BEGIN DATASET EXTRACT

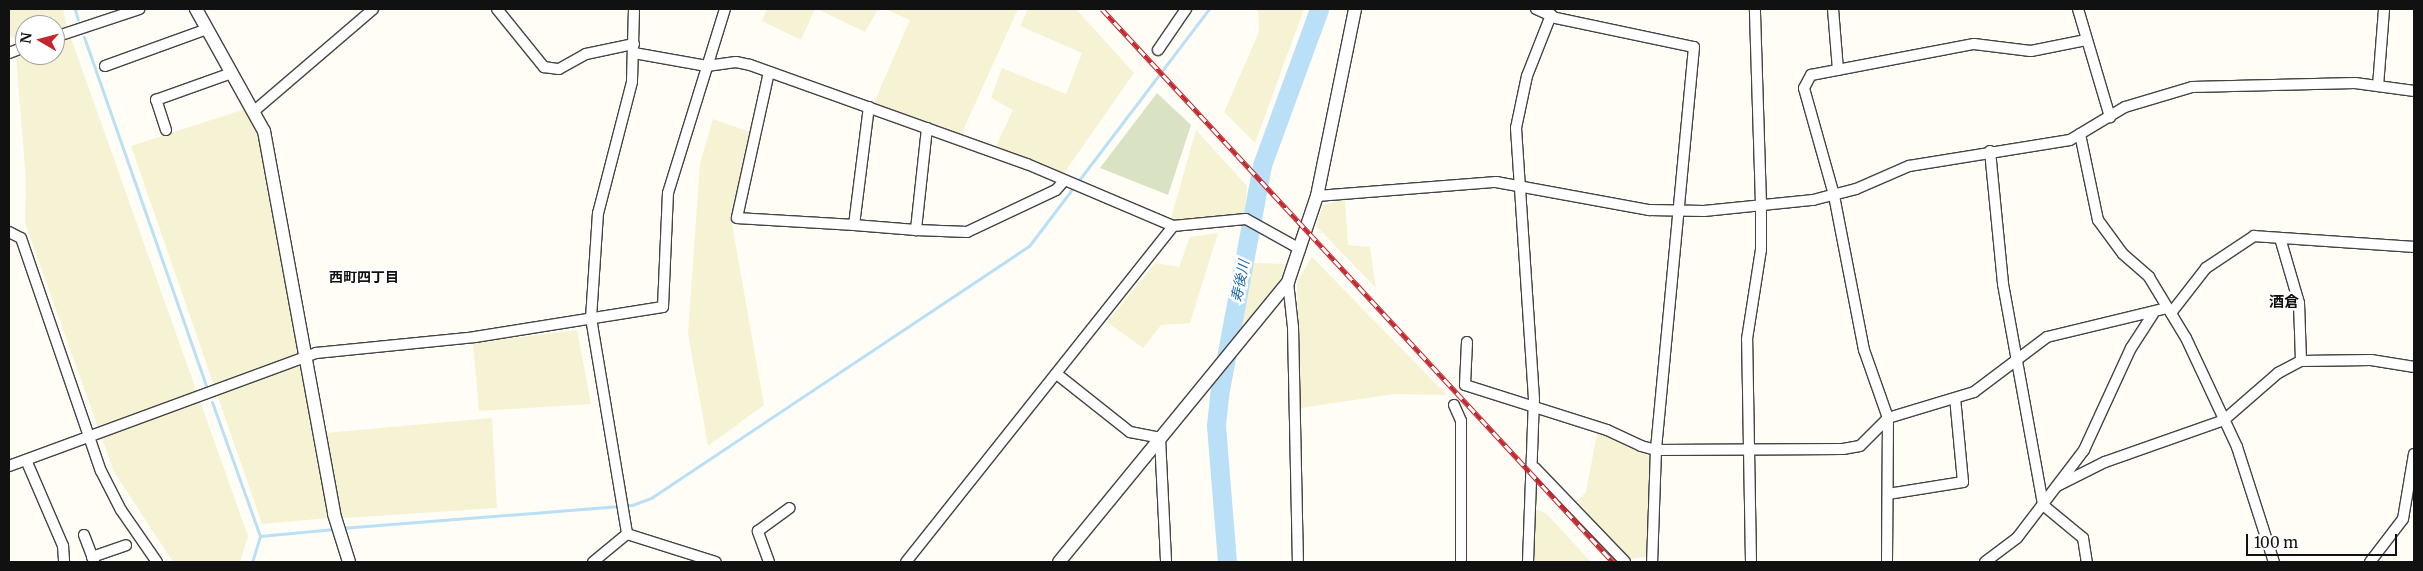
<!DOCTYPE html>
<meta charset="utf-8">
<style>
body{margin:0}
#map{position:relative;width:2423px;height:571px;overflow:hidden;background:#fffdf5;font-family:Merriweather,"Noto Sans JP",serif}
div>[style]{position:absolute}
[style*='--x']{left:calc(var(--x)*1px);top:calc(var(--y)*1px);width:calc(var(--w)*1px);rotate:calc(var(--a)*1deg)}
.farmland>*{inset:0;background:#f6f3d4}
.cemetery>*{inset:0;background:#d9e3c4}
.stream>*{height:3px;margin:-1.5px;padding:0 1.5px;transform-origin:1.5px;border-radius:1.5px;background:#b9e0f7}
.river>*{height:19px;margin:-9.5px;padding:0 9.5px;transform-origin:9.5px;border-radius:9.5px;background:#b9e0f7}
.roads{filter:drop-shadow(1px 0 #444) drop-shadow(-1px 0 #444) drop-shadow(0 1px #444) drop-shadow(0 -1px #444)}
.minor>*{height:10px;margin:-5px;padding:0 5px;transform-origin:5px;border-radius:5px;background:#fff}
.tertiary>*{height:12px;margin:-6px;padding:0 6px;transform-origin:6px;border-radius:6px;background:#fff}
.rail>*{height:5px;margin-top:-2.5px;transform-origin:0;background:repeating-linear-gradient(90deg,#fff 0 9px,#c4262e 0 18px);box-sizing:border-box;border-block:1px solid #c4262e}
span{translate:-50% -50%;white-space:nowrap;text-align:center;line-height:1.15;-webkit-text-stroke:5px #fff;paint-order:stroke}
.neighbourhood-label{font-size:14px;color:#111;font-weight:700}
.water-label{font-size:14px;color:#1768a6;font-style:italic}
.quarter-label{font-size:15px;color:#111;font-weight:700}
.frame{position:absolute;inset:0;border:10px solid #111;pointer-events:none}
.north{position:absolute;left:15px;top:15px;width:50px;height:50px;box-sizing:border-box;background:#fff;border:1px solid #a0a0a0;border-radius:50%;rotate:278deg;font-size:14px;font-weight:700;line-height:20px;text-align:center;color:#111}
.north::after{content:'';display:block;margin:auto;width:18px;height:22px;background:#c4262e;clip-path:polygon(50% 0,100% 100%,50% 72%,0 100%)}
.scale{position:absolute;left:2246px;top:534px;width:151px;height:22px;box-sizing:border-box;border:2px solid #111;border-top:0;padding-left:6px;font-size:15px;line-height:18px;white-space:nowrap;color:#111;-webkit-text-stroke:4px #fff;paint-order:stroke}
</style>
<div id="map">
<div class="farmland">
<i style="clip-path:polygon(9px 9px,63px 9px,67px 27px,55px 31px,55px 25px,25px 25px,25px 42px,21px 43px,10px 36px)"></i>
<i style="clip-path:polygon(767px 9px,815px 9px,801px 40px,762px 21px)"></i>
<i style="clip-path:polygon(817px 9px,878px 9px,865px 32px)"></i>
<i style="clip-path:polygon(885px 9px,1018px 9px,960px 137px,873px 105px,910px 20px)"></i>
<i style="clip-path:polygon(1028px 9px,1076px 9px,1134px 73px,1062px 176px,996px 146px,1013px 110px,991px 98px,1002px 68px,1066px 94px,1082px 53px,1020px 26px)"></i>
<i style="clip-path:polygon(1258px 9px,1304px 9px,1255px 143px,1224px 112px,1259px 32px)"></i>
<i style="clip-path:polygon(71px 38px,248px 536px,240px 562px,173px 562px,114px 472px,25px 223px,26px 181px,16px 56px,55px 55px,55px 43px)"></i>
<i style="clip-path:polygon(245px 109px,261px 138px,328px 518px,262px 524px,131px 146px)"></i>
<i style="clip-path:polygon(713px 119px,750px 132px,731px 218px,764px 405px,708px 446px,688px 334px,700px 164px)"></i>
<i style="clip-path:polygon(1196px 130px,1247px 186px,1245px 213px,1184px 225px,1170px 222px)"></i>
<i style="clip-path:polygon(1345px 199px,1348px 245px,1370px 247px,1376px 288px,1316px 226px,1323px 205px)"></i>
<i style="clip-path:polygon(1218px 233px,1190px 323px,1161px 325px,1143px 348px,1107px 322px,1155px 263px,1179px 267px,1190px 237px)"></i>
<i style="clip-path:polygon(1312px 257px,1447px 395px,1394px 394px,1301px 408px,1297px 281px)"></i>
<i style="clip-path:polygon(1251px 263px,1287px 264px,1271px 298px,1235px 338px)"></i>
<i style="clip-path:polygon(577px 330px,591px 404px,479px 411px,473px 343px)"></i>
<i style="clip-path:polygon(492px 418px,497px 508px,346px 518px,340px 515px,325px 433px)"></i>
<i style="clip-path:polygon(1597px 433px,1652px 454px,1651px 556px,1625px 560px,1578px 501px,1586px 492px)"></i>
<i style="clip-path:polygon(1536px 509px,1546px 513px,1591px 562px,1532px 562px)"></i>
</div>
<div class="cemetery">
<i style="clip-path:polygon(1157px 93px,1191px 125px,1168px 195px,1100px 168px)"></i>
</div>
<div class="stream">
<i style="--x:75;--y:9;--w:11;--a:75"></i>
<i style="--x:84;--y:37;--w:369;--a:70.7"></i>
<i style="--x:212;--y:402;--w:142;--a:70.3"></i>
<i style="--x:260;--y:536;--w:27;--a:107"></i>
<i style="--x:341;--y:528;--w:292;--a:-4.5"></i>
<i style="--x:632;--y:505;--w:20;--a:-20"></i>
<i style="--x:651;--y:498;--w:454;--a:-33.7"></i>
<i style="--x:1029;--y:246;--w:298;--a:-52.8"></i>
<i style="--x:260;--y:536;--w:75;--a:-5.3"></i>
</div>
<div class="river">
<i style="--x:1227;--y:562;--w:137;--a:-94.6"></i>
<i style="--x:1216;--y:425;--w:30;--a:-84"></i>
<i style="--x:1219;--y:395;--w:234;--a:-79.4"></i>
<i style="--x:1262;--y:165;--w:166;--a:-69.9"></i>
</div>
<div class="roads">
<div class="minor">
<i style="--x:497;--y:9;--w:75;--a:51"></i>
<i style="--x:544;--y:67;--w:15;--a:8"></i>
<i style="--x:559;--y:69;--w:31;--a:-29"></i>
<i style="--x:586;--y:54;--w:49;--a:-11.8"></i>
<i style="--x:634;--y:9;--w:73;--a:91.6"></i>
<i style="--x:632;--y:82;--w:135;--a:104.5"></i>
<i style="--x:598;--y:213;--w:105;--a:93.8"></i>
<i style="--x:591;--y:318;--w:219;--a:80.5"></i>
<i style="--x:627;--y:534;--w:93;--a:17.5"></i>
<i style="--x:1536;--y:9;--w:22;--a:24"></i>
<i style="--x:1556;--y:18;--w:141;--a:11.9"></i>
<i style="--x:1694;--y:47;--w:405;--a:95.4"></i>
<i style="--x:1656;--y:450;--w:112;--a:92"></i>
<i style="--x:1833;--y:9;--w:61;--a:85.3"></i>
<i style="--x:2078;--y:9;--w:113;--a:73.5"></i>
<i style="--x:55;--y:37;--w:89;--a:-18.4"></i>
<i style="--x:1158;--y:50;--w:50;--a:-55.7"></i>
<i style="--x:9;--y:53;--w:17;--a:-21"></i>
<i style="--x:634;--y:53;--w:74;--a:10.1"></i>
<i style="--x:707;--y:66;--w:29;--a:-8"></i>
<i style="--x:736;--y:62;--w:14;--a:12"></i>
<i style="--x:750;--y:65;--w:294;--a:19.7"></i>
<i style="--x:1027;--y:164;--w:159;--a:23"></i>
<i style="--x:1173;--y:226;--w:73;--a:-5.5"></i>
<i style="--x:1246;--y:219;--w:62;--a:29.1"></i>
<i style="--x:105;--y:66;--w:109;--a:-19.9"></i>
<i style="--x:769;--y:72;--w:149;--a:102.4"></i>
<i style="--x:737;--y:218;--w:117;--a:3.4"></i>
<i style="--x:854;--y:225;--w:119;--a:-82.8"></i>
<i style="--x:2378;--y:86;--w:77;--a:-85.5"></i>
<i style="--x:253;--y:112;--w:158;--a:-40.6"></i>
<i style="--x:927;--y:128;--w:103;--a:96.2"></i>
<i style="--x:916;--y:230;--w:51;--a:2.2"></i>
<i style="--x:967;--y:232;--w:98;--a:-25.3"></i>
<i style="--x:1056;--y:190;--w:11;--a:-49"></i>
<i style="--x:166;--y:130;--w:32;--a:-108"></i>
<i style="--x:156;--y:100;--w:81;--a:-19.6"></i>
<i style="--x:2080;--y:134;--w:88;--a:78.2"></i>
<i style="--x:2098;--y:220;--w:42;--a:53.7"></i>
<i style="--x:2123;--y:254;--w:35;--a:41"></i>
<i style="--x:2149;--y:277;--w:71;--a:58.8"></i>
<i style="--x:2186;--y:338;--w:120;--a:64.9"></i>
<i style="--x:2237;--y:447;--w:121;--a:72.2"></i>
<i style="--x:1990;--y:151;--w:134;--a:84.4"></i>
<i style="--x:2003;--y:284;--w:225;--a:79.7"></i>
<i style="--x:2043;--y:505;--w:52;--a:39.5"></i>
<i style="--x:2083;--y:538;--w:24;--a:81"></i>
<i style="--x:1317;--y:196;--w:180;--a:-4.5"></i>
<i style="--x:1496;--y:182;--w:156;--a:10.4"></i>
<i style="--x:1649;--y:210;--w:55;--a:1"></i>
<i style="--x:1704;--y:211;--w:110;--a:-5.8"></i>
<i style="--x:1813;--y:200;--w:44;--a:-14.3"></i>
<i style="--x:1856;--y:189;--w:58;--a:-23.5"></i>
<i style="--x:1909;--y:166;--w:163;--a:-9.2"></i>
<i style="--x:2070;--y:140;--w:64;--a:-31"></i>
<i style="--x:2125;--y:107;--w:70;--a:-16.6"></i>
<i style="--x:2192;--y:87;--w:163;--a:-1.4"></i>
<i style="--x:2355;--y:83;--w:60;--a:7.7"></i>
<i style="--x:854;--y:225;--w:62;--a:4.6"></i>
<i style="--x:9;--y:232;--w:13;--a:27"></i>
<i style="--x:21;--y:238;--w:246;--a:71.1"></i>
<i style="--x:101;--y:471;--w:44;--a:62.9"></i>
<i style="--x:121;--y:510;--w:63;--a:55.3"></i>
<i style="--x:2280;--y:238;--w:68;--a:73.7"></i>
<i style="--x:2299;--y:303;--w:58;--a:88"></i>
<i style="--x:1288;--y:282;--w:45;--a:83.7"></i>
<i style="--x:1293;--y:327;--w:235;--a:88.8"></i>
<i style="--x:2171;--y:313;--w:57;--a:-52.1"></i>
<i style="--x:2206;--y:268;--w:58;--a:-33.7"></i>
<i style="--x:2254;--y:236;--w:160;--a:3.9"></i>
<i style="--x:1467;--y:342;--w:43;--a:92.7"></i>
<i style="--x:1465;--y:385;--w:149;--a:17.6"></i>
<i style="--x:1607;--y:430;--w:38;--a:25"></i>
<i style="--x:1641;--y:446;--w:16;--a:15"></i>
<i style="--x:1656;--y:450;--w:187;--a:-0.3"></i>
<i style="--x:1843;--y:449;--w:17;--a:-10"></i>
<i style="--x:1860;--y:446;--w:40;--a:-45"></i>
<i style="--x:1888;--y:418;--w:90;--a:-16.8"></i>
<i style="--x:1974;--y:392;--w:91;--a:-37"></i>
<i style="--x:2047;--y:337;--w:123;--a:-13.6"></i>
<i style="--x:1058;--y:375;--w:92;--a:38.4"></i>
<i style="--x:1130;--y:432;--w:31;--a:11"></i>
<i style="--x:1160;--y:438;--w:124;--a:87.2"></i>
<i style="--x:1454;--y:405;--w:17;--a:66"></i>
<i style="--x:1461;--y:421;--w:141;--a:90"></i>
<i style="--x:26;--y:460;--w:94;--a:66.7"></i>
<i style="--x:63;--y:546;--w:16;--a:86"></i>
<i style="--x:9;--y:466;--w:327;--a:-20.2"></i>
<i style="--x:316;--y:353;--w:160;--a:-5.7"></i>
<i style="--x:475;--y:337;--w:190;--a:-9.1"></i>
<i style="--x:663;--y:307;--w:114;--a:-87.5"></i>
<i style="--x:668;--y:193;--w:193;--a:-72.8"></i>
<i style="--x:1535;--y:468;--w:130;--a:46.2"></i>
<i style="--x:2057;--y:486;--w:54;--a:-26.6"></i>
<i style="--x:2105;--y:462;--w:126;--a:-19.4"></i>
<i style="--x:2224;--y:420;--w:72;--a:-41"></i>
<i style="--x:2278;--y:373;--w:26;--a:-28"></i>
<i style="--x:2301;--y:361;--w:70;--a:-0.8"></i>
<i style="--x:2371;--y:360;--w:44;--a:9.2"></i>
<i style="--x:1888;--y:494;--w:76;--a:-9.1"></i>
<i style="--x:1963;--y:482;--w:84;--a:-95.4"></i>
<i style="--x:84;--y:535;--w:28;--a:69"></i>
<i style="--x:92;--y:557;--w:36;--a:-19"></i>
<i style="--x:593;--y:562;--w:44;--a:-39.5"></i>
<i style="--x:769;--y:562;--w:33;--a:-110"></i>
<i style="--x:758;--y:531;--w:39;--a:-36"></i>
<i style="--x:906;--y:562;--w:429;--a:-51.5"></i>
<i style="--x:1528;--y:562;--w:163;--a:-87.9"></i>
<i style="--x:1534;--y:399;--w:272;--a:-93.8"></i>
<i style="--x:1516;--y:128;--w:53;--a:-78.1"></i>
<i style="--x:1527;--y:76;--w:66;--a:-68.5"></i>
<i style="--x:1751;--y:562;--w:223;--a:-91"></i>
<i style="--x:1747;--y:339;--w:90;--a:-81.1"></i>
<i style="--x:1761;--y:250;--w:46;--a:-90"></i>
<i style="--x:1761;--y:204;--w:195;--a:-91.8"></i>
<i style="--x:1887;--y:562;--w:144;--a:-89.6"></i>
<i style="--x:1888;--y:418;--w:72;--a:-109.4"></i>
<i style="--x:1864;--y:350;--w:158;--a:-101"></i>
<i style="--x:1834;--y:195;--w:111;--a:-105.7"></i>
<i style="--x:1804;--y:88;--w:15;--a:-62"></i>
<i style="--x:1811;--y:75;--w:166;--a:-10.8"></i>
<i style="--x:1974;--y:44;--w:57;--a:7"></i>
<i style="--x:2031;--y:51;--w:56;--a:-11.3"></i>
<i style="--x:1985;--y:562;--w:40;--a:-37"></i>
<i style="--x:2017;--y:538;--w:111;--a:-52.7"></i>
<i style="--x:2084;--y:450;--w:112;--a:-65.3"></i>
<i style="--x:2131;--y:348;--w:40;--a:-57.1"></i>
<i style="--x:2370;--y:562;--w:54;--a:-52.5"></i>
<i style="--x:2403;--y:519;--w:66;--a:-80.4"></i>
</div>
<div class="tertiary">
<i style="--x:196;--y:9;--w:140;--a:60.9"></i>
<i style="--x:264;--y:131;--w:389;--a:79.6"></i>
<i style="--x:334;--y:514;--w:50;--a:72.6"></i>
<i style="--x:1059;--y:562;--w:362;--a:-50.7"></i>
<i style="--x:1288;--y:282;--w:91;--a:-71.4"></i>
<i style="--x:1317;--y:196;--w:191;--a:-78.5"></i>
</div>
</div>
<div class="rail">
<i style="--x:1102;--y:9;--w:753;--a:47.26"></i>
</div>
<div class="neighbourhood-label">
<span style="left:364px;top:277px">西町四丁目</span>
</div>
<div class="water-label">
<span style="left:1240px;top:281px;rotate:-79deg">寿後川</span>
</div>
<div class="quarter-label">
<span style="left:2284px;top:302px">酒倉</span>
</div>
<div class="frame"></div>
<div class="north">N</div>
<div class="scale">100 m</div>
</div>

END DATASET EXTRACT

[TASK INSTRUCTIONS] Return the lines exactly as they stand, from the start of the entries through the line holding "0 #444) drop-shadow(-1px"; omit the pictures.

[OUTPUT OF THE EXERCISE]
<!DOCTYPE html>
<meta charset="utf-8">
<style>
body{margin:0}
#map{position:relative;width:2423px;height:571px;overflow:hidden;background:#fffdf5;font-family:Merriweather,"Noto Sans JP",serif}
div>[style]{position:absolute}
[style*='--x']{left:calc(var(--x)*1px);top:calc(var(--y)*1px);width:calc(var(--w)*1px);rotate:calc(var(--a)*1deg)}
.farmland>*{inset:0;background:#f6f3d4}
.cemetery>*{inset:0;background:#d9e3c4}
.stream>*{height:3px;margin:-1.5px;padding:0 1.5px;transform-origin:1.5px;border-radius:1.5px;background:#b9e0f7}
.river>*{height:19px;margin:-9.5px;padding:0 9.5px;transform-origin:9.5px;border-radius:9.5px;background:#b9e0f7}
.roads{filter:drop-shadow(1px 0 #444) drop-shadow(-1px 0 #444) drop-shadow(0 1px #444) drop-shadow(0 -1px #444)}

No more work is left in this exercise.